----- Extracted records

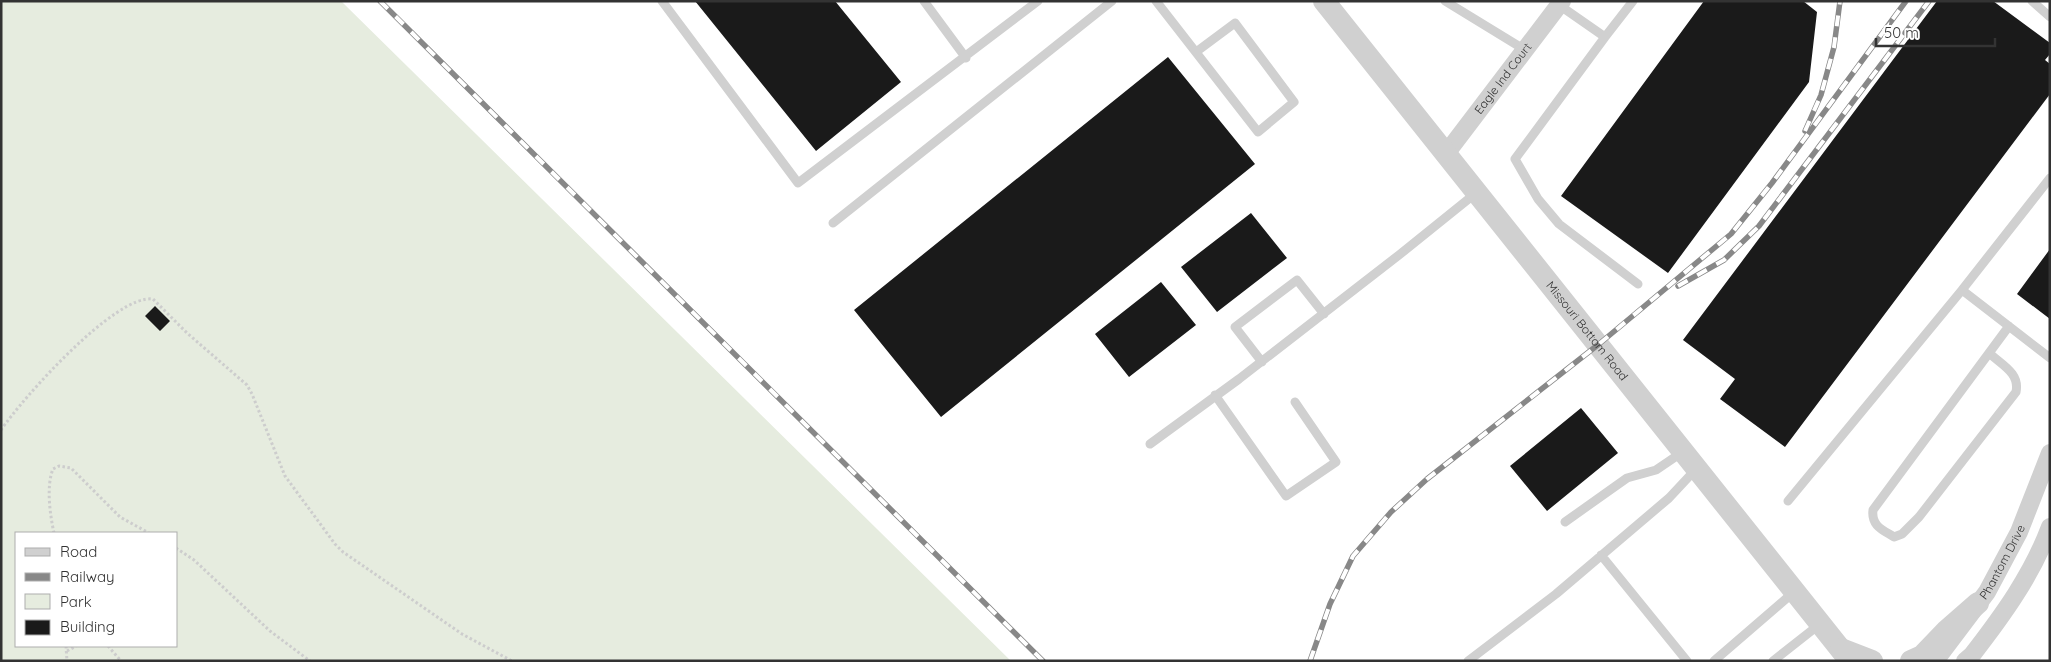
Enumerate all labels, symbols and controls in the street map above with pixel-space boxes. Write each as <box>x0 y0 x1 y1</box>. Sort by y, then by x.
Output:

----------
----- Extracted records

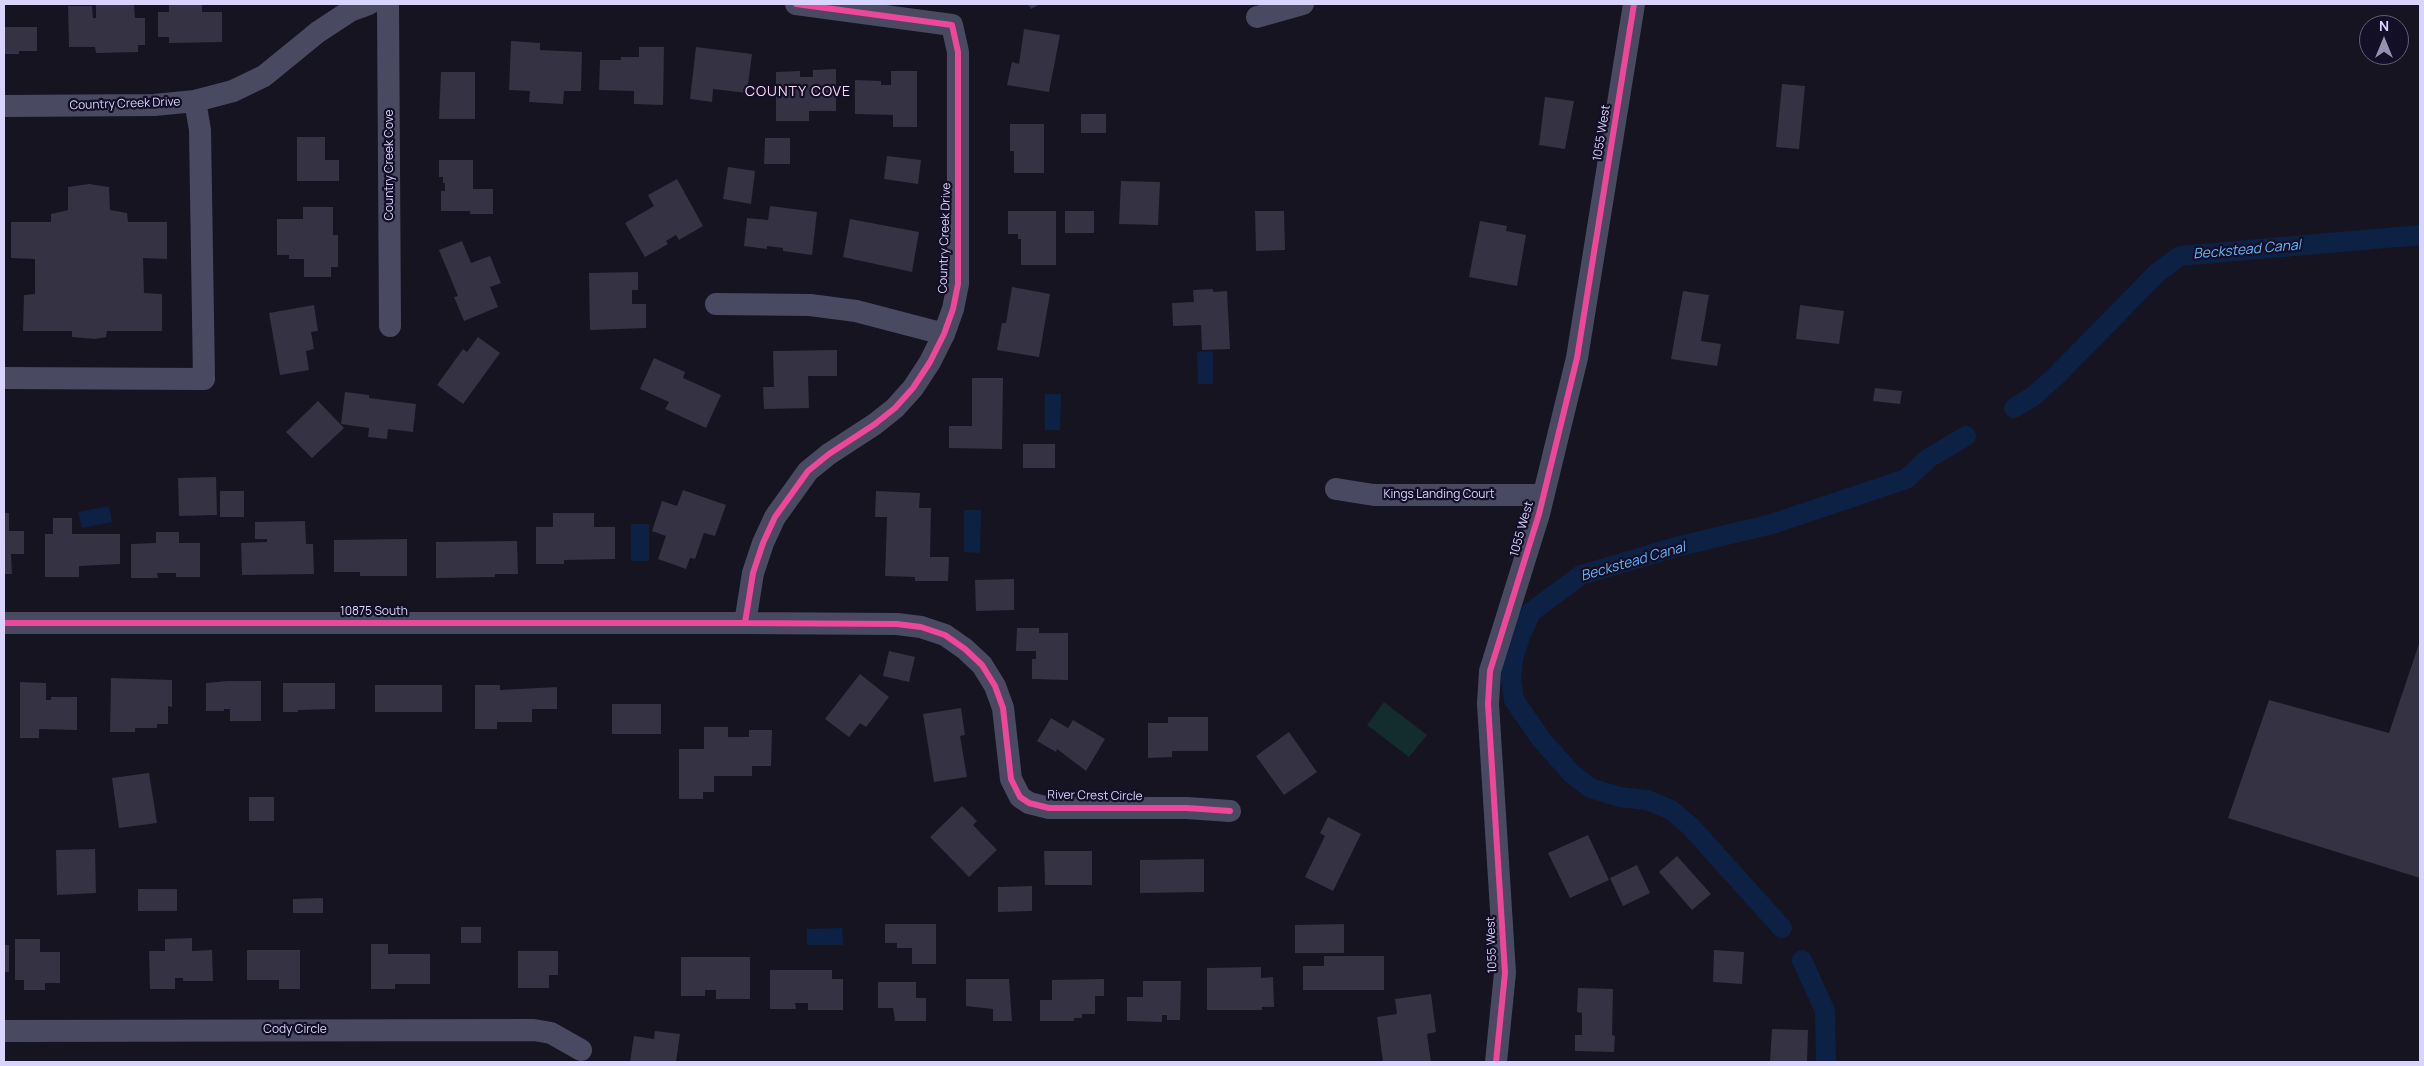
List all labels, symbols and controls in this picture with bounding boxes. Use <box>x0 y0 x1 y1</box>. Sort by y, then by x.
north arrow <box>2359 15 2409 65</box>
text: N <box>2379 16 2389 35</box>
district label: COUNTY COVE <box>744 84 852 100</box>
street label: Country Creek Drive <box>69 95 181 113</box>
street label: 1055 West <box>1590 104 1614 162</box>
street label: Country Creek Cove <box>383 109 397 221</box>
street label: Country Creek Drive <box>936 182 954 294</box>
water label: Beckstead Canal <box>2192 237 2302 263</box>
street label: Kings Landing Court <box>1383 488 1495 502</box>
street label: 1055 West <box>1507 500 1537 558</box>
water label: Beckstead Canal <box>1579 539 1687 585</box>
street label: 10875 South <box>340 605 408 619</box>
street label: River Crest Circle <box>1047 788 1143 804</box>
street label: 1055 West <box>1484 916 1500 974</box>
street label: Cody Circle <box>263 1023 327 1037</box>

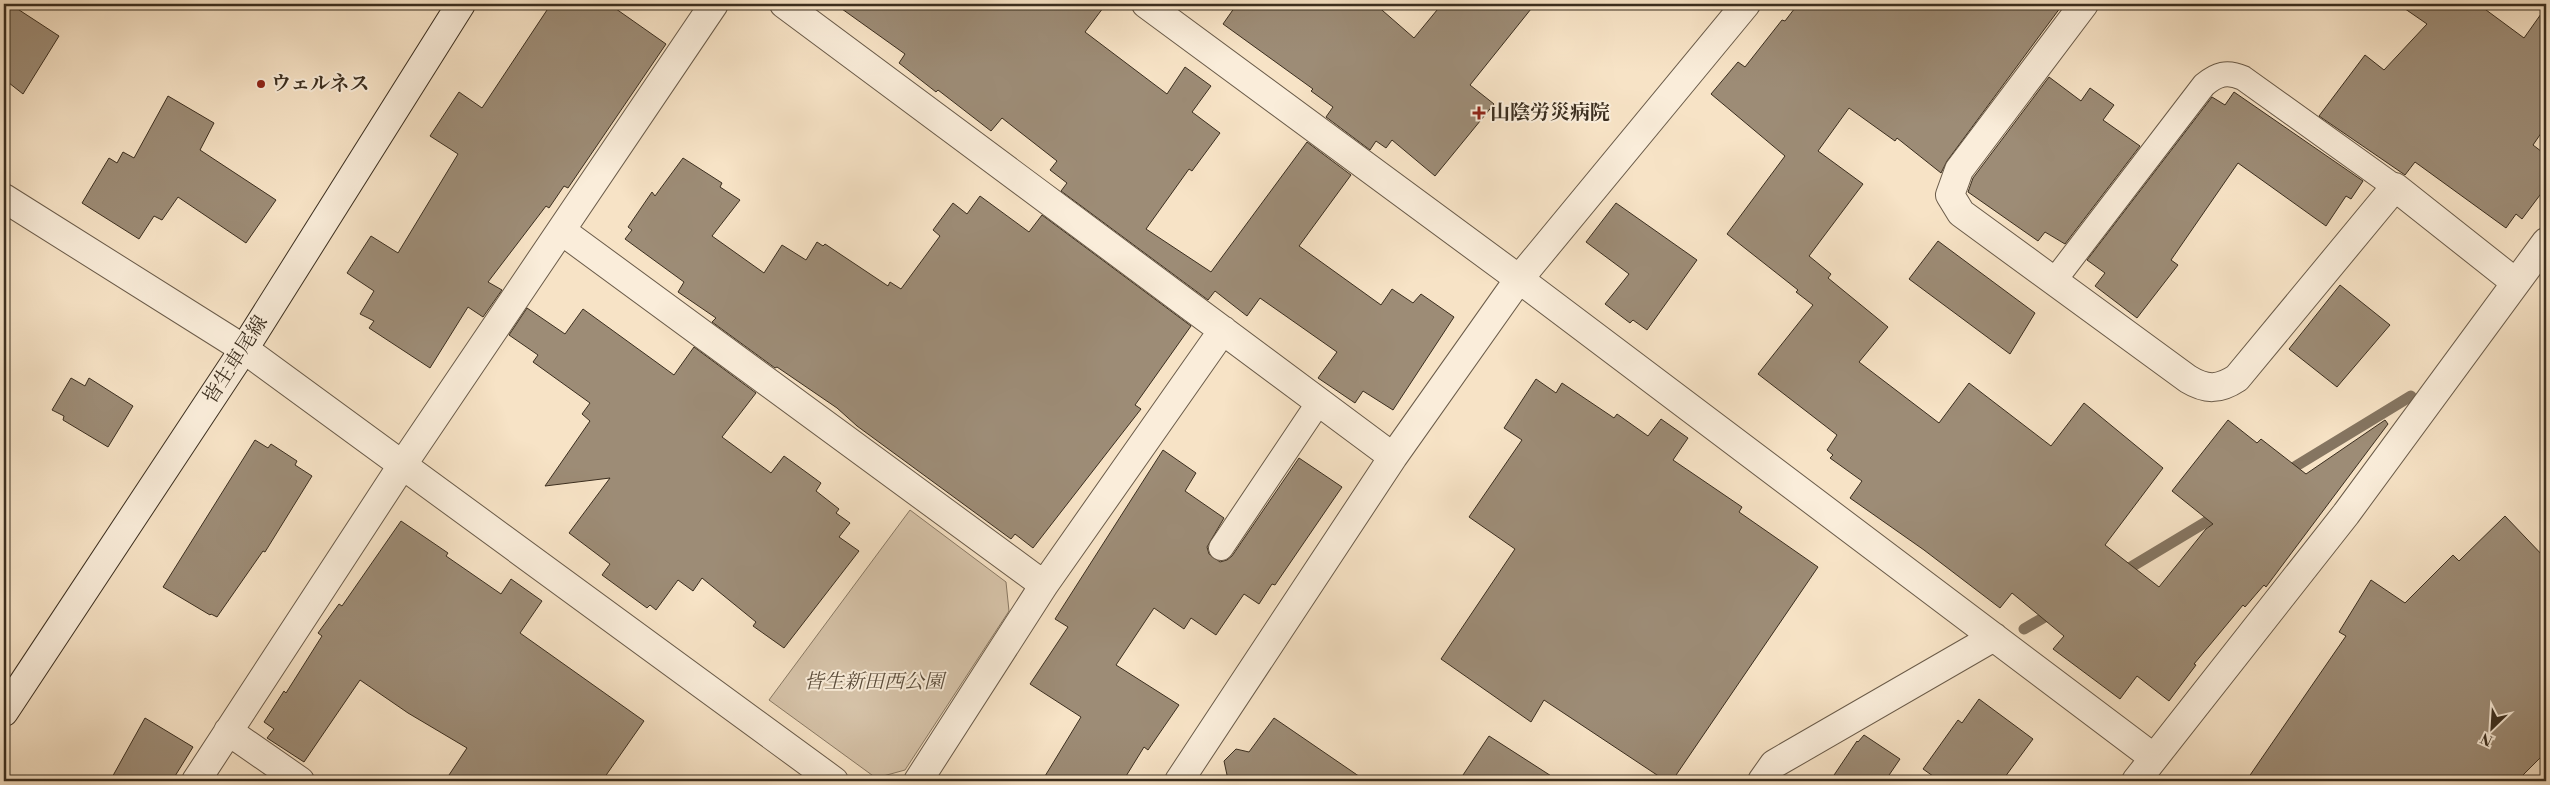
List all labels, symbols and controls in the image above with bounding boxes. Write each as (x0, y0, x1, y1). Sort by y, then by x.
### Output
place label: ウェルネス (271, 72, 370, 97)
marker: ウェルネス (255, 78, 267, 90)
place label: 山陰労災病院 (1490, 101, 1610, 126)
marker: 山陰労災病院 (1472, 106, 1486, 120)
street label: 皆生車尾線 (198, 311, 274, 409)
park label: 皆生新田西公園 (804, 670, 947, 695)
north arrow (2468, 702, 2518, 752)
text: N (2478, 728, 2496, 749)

----------

**Aim of the exercise**
Filter the entries by the string "Write" and copy each matching line.

**Written answer**
Enumerate all labels, symbols and controls in the street map above with pixel-space boxes. Write each as <box>x0 y0 x1 y1</box>. Sort by y, then by x.
List all labels, symbols and controls in the image above with bounding boxes. Write each as (x0, y0, x1, y1). Sort by y, then by x.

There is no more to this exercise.